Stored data

......

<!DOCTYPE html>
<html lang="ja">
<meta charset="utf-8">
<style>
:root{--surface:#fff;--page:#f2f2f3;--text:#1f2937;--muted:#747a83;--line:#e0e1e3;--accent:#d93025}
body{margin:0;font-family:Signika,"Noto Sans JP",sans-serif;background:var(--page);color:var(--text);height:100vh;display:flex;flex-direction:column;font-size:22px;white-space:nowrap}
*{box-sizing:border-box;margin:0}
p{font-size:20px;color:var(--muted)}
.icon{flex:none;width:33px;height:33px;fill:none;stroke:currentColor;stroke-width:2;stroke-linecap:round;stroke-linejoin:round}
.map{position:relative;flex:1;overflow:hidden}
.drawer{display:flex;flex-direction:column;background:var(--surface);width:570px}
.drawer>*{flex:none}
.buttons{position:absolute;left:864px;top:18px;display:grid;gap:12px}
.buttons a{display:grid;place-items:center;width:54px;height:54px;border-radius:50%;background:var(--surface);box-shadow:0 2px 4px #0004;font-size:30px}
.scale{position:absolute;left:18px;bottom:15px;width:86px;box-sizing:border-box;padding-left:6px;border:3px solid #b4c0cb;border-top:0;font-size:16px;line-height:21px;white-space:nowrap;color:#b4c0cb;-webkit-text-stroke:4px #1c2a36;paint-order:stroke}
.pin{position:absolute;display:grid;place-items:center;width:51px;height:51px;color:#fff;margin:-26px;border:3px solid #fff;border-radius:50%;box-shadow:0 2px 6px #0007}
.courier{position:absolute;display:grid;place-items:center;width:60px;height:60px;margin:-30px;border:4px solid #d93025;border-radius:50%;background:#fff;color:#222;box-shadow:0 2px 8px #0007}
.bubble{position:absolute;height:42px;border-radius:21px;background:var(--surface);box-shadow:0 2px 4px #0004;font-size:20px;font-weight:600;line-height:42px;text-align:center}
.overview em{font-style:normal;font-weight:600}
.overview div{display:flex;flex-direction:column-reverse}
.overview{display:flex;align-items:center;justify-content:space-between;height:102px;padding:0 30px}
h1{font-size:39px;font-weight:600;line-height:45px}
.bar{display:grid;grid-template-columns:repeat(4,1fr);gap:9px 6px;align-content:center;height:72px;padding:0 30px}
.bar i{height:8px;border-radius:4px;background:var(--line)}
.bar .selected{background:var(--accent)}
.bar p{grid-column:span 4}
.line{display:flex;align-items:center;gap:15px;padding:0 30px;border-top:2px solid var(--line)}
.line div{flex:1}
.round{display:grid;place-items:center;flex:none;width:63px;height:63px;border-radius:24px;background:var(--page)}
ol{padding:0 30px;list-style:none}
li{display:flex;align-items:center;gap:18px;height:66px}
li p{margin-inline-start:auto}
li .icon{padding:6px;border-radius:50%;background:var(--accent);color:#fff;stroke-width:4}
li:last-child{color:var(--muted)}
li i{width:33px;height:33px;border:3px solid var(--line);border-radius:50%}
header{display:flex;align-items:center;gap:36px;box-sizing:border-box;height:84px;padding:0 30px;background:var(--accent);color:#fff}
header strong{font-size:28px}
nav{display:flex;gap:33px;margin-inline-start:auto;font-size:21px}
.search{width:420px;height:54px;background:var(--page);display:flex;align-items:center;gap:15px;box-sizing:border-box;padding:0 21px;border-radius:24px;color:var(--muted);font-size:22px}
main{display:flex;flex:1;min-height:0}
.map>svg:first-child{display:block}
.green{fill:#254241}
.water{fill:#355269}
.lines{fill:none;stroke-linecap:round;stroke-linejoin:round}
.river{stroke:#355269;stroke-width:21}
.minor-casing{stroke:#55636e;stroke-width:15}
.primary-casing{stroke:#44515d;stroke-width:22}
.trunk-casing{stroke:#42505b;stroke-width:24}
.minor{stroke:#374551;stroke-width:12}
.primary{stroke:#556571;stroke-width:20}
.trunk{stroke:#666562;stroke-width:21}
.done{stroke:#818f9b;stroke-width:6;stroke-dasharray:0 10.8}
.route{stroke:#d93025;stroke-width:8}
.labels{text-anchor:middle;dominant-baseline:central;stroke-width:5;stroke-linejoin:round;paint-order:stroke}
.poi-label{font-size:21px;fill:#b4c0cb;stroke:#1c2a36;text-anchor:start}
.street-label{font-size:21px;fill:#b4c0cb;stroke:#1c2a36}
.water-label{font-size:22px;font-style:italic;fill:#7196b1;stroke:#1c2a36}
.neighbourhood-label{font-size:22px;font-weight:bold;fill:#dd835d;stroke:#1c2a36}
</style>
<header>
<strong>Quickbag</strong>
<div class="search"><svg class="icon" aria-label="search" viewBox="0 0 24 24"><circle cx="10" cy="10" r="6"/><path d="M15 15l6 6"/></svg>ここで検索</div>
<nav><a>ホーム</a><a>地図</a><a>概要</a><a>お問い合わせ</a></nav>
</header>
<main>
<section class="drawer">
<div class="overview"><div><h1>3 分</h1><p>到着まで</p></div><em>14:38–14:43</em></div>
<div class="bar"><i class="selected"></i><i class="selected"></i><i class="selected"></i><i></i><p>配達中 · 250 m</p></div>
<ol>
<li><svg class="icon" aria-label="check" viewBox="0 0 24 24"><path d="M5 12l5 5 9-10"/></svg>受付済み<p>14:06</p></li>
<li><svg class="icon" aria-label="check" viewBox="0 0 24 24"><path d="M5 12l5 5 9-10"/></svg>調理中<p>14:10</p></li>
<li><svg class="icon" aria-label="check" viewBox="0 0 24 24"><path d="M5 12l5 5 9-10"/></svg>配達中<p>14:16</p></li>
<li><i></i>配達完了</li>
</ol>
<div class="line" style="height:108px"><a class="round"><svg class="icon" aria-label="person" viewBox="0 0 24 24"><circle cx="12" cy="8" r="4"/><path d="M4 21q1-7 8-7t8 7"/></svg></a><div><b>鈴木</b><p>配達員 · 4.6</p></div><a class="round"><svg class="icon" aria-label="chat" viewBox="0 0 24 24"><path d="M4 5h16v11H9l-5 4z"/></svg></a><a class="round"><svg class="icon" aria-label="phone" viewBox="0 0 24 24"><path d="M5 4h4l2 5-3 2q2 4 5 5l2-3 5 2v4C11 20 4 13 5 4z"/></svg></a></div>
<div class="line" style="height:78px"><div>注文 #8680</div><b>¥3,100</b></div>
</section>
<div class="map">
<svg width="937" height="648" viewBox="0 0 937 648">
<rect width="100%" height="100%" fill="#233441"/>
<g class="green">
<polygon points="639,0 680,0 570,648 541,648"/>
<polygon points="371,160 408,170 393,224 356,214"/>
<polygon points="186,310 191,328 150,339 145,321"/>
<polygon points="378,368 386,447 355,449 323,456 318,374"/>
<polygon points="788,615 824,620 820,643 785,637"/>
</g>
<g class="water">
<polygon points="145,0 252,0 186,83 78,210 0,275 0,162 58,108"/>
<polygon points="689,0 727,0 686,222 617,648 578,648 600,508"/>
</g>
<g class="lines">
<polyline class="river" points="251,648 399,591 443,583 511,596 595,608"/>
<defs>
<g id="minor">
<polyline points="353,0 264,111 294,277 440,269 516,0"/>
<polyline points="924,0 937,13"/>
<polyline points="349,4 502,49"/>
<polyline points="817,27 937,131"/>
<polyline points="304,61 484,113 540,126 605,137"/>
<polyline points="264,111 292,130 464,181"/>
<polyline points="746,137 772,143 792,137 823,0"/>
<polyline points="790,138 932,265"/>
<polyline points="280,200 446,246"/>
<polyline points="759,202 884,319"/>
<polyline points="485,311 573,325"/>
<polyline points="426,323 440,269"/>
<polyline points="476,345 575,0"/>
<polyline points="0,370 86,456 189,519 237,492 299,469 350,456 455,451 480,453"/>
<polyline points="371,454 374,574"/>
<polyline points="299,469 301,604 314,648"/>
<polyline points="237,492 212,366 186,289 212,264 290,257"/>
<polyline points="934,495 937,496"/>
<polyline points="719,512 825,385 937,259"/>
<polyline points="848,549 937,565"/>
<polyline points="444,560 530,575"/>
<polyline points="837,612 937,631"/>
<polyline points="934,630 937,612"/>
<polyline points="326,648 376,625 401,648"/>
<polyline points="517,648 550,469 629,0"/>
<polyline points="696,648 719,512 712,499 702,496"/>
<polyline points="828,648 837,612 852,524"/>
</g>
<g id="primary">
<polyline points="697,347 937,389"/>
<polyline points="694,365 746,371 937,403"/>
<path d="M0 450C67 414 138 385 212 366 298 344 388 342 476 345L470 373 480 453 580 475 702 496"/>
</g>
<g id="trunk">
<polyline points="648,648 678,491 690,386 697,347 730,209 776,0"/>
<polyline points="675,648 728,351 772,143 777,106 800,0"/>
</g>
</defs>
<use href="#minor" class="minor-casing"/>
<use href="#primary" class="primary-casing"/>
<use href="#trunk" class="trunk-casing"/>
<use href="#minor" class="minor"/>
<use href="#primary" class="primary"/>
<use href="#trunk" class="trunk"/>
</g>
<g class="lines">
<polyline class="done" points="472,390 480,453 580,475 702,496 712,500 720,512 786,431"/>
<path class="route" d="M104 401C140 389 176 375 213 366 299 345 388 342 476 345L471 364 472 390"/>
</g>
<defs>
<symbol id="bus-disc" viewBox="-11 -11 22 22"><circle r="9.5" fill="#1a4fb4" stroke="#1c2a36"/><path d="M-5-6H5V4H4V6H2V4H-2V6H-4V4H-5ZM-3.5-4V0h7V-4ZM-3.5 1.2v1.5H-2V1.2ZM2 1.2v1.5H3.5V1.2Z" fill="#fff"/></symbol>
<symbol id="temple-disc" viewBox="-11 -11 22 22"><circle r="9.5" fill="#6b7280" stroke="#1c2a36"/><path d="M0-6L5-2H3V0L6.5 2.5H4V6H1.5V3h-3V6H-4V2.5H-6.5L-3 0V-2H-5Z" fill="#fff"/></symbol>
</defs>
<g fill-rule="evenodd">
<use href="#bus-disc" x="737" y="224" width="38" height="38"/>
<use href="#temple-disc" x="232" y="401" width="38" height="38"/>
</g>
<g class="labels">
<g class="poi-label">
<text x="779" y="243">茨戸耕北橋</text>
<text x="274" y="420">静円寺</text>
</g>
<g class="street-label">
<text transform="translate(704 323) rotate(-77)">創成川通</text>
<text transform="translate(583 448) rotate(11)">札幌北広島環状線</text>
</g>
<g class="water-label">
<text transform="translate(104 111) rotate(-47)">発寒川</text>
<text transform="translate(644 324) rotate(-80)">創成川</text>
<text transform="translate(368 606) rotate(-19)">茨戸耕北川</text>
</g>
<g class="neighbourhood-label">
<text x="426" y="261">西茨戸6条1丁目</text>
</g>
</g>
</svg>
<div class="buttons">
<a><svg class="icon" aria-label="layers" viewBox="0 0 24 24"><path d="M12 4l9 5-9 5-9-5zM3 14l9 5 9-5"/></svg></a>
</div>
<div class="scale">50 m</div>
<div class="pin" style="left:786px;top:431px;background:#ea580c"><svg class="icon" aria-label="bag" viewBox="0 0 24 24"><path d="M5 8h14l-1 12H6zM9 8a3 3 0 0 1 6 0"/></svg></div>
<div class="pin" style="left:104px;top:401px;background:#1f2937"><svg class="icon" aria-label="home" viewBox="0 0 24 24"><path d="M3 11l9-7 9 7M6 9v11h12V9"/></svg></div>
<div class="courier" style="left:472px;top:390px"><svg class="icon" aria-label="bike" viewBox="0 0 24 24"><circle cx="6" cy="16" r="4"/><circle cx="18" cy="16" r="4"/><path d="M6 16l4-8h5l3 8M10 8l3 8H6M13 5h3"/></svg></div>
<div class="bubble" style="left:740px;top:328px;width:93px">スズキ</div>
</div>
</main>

......

Directions for this task
Search the records above for the string "overview" and copy each line that holds it.

Solution below
.overview em{font-style:normal;font-weight:600}
.overview div{display:flex;flex-direction:column-reverse}
.overview{display:flex;align-items:center;justify-content:space-between;height:102px;padding:0 30px}
<div class="overview"><div><h1>3 分</h1><p>到着まで</p></div><em>14:38–14:43</em></div>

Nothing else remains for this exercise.